Malut, Investigasi.news – Lunturnya (menurun) tingkat kepercayaan masyarakat terhadap Organisasi Kepemudaan (OKP) dan Organisasi Kemasyarakatan (Ormas) lantaran adanya distorsi nilai dan moral yang dilakukan oknum pengurus atau bahkan ketua dari OKP atau Ormas itu sendiri.
“Tong (kita) berterima kasih untuk Pemuda dan Mahasiswa yang selalu gagah berani menyuarakan kepentingan masyarakat, namun sebaliknya sangat kecewa kepada oknum Ormas atau oknum Ketua OKP yang menampilkan prilaku amoral yang jauh dari nilai-nilai dasar perjuangan”, ujar Dani kepada investigasi (4/7).
Warga Kepulauan Sula asal Pulau Mangoli ini mencontohkan seorang (oknum) Ketua OKP yang menunjukan prilaku amoral sedang memeluk (diduga) LC ditempat hiburan malam yang kemudian beredar luas di media sosial (medsos), sangat tidak pantas, sahut Dani.
“Cocoknya setelah mereka menerima Pataka kehormatan sebagai Ketua dari situ mereka harus menjaga sikap dan tutur kata mereka, karena mereka itu orang pilihan yang patut diteladani bukan malah sebaliknya berprilaku takaroang (sembarangan-red)“, pungkas Dani.
Senada dengan Dani, Saleh seorang warga kota Sanana juga mengungkapkan kekecewaan yang sama terhadap oknum Pengurus Ormas dan Ketua OKP yang cenderung mencoreng nama organisasi.

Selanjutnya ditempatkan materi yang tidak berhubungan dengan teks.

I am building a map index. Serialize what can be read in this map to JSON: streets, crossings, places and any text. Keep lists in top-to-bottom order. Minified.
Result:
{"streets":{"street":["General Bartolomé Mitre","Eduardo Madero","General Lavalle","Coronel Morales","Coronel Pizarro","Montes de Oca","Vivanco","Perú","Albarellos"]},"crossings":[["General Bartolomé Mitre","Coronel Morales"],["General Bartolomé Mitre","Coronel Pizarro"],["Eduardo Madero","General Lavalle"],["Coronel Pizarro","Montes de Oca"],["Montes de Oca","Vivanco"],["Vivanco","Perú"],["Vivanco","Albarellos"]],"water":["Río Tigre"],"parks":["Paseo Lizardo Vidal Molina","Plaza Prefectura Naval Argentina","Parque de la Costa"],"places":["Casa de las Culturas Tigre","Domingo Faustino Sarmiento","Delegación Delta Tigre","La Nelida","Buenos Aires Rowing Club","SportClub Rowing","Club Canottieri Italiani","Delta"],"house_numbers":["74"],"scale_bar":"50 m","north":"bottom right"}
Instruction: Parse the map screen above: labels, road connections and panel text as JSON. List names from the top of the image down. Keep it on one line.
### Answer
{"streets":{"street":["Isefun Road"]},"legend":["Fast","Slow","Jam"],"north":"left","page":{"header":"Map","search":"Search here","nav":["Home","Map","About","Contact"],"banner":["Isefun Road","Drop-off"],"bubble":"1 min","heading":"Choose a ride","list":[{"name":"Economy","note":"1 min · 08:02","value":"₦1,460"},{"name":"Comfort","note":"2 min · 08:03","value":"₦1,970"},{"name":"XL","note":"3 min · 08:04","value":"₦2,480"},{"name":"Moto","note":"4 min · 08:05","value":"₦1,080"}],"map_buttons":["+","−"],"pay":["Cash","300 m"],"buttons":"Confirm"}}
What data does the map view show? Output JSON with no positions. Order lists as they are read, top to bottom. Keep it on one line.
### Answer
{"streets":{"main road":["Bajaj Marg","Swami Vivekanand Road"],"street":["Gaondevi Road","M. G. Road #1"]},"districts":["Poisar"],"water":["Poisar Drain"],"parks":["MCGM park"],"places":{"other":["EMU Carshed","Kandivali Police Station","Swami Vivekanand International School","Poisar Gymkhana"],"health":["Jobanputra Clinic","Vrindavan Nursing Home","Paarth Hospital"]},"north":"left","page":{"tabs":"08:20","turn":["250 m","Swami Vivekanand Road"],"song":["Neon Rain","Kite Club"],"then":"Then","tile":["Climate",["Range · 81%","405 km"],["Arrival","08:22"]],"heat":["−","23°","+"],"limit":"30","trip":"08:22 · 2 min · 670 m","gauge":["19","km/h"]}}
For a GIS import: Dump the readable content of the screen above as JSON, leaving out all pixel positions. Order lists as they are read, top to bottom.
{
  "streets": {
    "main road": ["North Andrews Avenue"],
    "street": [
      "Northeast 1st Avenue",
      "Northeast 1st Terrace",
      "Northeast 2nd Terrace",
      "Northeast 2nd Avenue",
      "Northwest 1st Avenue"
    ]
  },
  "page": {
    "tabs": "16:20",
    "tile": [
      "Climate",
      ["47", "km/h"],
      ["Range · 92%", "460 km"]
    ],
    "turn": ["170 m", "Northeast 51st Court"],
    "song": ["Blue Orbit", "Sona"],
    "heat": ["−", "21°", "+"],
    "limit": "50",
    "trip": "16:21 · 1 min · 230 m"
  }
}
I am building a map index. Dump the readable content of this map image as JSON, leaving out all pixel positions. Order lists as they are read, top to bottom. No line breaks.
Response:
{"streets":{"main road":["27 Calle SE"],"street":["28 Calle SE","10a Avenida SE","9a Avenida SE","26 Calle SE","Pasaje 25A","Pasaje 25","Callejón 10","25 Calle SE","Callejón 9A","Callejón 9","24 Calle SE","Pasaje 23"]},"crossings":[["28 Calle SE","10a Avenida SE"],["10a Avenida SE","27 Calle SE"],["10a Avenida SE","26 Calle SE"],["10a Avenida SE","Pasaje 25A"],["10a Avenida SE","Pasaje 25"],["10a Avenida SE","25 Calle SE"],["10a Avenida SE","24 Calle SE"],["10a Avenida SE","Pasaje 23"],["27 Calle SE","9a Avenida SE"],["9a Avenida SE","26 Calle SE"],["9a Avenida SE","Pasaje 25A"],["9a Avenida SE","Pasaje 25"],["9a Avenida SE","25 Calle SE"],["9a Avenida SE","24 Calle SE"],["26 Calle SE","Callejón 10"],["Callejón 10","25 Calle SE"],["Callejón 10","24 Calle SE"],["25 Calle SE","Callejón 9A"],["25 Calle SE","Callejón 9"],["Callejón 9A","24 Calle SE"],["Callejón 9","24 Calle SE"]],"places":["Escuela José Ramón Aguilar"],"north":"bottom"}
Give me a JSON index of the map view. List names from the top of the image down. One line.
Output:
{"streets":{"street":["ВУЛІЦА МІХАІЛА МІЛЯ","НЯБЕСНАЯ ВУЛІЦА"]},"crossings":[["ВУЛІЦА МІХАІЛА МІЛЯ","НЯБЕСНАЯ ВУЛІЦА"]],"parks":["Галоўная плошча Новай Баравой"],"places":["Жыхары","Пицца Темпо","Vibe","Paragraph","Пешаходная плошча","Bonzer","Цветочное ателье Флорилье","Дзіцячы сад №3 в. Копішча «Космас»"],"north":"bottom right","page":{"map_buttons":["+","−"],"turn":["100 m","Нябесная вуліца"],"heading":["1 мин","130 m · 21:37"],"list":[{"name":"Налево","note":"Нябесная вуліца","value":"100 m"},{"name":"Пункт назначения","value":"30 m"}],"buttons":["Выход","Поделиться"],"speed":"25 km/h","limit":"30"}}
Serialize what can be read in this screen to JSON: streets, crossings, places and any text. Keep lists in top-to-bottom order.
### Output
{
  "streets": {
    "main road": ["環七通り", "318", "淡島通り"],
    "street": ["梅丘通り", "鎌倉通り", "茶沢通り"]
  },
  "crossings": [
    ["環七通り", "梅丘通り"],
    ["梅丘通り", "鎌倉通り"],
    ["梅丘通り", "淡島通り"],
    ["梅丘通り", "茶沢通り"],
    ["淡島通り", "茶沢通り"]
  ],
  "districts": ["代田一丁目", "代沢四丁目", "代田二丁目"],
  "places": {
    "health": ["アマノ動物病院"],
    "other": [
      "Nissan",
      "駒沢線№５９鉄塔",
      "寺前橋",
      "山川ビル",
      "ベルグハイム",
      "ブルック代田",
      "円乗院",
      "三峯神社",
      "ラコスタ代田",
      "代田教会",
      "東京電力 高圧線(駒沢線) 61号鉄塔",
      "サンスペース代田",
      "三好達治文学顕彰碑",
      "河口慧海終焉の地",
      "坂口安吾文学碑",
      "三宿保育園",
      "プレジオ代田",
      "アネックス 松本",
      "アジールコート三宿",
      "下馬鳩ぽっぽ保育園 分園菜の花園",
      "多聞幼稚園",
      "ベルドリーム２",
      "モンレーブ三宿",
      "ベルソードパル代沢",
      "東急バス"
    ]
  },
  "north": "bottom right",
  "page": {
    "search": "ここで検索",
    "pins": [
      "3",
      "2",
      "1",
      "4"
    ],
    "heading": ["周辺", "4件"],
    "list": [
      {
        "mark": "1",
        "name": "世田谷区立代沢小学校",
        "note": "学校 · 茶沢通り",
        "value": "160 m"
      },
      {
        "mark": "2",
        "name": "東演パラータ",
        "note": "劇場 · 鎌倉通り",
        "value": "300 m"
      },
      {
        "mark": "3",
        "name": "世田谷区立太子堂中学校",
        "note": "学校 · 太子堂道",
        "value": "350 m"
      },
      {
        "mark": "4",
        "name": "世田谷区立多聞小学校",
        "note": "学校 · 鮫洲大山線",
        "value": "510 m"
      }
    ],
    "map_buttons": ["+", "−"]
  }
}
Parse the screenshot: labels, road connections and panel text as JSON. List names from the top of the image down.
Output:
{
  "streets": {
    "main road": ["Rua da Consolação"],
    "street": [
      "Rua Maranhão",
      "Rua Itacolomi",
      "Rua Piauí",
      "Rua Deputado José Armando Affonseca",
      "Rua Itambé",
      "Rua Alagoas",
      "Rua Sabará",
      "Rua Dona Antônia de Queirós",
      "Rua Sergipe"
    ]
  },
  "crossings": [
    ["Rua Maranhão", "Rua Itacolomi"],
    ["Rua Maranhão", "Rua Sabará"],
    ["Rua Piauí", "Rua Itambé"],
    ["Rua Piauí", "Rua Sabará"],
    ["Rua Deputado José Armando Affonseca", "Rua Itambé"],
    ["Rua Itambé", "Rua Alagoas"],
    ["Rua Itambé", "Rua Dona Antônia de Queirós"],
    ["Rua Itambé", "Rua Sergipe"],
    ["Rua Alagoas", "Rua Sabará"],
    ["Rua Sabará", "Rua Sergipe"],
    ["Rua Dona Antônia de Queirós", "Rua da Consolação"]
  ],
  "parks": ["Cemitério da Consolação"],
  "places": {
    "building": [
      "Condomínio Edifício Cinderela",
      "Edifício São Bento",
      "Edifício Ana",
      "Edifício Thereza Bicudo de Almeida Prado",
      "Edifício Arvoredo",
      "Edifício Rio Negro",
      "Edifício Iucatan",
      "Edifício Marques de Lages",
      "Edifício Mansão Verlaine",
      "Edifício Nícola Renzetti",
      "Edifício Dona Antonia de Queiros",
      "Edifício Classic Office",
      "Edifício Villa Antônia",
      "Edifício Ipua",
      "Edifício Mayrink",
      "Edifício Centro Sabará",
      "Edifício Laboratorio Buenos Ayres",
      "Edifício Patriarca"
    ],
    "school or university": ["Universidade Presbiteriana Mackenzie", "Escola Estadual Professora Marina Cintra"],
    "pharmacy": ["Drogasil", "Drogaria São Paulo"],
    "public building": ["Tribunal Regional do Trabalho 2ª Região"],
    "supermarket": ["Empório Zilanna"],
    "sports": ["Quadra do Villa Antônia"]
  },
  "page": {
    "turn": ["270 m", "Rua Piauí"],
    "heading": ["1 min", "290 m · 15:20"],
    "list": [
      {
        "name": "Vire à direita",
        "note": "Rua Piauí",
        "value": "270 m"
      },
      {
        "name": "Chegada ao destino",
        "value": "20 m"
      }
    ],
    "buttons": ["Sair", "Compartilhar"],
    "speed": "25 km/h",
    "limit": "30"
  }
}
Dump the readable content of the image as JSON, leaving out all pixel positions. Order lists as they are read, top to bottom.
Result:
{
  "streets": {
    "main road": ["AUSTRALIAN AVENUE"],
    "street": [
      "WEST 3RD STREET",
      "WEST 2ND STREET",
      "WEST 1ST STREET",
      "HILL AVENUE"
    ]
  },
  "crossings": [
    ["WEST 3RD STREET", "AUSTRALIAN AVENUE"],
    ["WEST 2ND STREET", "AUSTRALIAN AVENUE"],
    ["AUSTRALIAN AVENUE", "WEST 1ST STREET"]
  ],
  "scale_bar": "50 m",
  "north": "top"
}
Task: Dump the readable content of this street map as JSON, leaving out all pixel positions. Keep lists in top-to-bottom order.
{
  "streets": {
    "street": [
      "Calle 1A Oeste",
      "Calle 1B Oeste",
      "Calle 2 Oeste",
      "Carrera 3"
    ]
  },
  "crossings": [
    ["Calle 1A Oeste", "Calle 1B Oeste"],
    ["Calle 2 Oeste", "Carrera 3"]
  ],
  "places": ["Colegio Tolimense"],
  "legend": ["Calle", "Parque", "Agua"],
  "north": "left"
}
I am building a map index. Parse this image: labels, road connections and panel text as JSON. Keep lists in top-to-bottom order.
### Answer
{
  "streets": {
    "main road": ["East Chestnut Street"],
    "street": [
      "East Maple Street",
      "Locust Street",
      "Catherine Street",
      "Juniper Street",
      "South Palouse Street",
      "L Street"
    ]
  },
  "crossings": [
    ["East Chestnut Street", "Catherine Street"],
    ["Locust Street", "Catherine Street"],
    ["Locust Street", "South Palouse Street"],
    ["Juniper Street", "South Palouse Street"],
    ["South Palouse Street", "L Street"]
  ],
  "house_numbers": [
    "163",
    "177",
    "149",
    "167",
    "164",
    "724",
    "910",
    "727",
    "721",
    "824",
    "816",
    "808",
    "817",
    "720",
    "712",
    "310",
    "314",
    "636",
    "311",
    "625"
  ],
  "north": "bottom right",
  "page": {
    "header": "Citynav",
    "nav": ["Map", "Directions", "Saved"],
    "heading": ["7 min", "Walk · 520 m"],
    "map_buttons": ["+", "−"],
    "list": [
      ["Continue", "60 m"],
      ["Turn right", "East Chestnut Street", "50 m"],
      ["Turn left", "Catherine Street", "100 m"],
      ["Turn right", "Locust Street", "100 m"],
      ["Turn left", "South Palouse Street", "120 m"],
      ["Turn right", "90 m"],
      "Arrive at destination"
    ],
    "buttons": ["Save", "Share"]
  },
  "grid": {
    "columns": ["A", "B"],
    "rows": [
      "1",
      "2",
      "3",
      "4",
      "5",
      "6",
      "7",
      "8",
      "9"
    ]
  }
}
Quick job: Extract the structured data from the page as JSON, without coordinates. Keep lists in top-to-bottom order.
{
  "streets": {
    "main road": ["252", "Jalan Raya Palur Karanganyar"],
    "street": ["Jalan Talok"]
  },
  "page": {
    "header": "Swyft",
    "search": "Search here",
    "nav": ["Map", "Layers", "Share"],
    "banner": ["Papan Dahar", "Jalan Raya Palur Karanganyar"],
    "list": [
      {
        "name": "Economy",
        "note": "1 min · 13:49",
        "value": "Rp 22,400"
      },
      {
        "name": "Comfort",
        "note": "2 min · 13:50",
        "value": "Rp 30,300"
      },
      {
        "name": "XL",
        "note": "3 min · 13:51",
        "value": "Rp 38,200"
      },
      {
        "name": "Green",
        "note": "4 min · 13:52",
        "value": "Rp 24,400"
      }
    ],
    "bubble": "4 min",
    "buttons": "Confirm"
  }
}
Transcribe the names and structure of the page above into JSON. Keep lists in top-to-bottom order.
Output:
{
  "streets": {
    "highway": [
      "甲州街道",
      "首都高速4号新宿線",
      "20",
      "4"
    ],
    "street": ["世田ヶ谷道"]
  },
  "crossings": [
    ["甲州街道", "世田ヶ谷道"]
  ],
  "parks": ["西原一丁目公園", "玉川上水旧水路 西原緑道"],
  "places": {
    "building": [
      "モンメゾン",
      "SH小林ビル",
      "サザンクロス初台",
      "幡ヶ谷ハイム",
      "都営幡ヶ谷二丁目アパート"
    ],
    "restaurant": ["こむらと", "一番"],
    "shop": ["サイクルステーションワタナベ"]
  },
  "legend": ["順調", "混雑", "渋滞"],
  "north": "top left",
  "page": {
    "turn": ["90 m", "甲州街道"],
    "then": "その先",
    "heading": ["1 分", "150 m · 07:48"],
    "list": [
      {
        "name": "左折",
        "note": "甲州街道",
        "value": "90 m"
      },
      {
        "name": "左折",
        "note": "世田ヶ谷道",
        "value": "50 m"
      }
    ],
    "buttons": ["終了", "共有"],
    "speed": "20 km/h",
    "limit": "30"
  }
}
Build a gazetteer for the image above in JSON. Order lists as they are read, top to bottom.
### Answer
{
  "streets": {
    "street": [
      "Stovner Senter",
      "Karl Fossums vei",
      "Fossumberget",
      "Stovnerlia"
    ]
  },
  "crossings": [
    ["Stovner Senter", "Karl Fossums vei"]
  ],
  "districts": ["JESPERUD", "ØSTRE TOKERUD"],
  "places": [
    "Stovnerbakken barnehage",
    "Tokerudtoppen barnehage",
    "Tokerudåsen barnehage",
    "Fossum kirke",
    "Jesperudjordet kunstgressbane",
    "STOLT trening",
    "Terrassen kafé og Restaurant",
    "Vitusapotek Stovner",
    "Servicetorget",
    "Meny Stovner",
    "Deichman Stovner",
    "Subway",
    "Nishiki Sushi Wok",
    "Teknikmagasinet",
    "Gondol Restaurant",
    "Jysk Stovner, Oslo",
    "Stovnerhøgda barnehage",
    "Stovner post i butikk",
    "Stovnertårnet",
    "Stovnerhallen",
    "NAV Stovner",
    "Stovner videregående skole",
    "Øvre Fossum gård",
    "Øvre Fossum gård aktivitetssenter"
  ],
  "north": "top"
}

“Sudah sepantasnya mereka menjaga sikap sesuai AD/ART mereka, sama halnya mereka menjaga kepercayaan masyarakat”, tutur Saleh.
Kepercayaan masyarakat bukan hanya pada lambang dan bendera organisasi mereka, tapi juga kepada para Ketua dan pengurus yang ada didalamnya, tutup Saleh.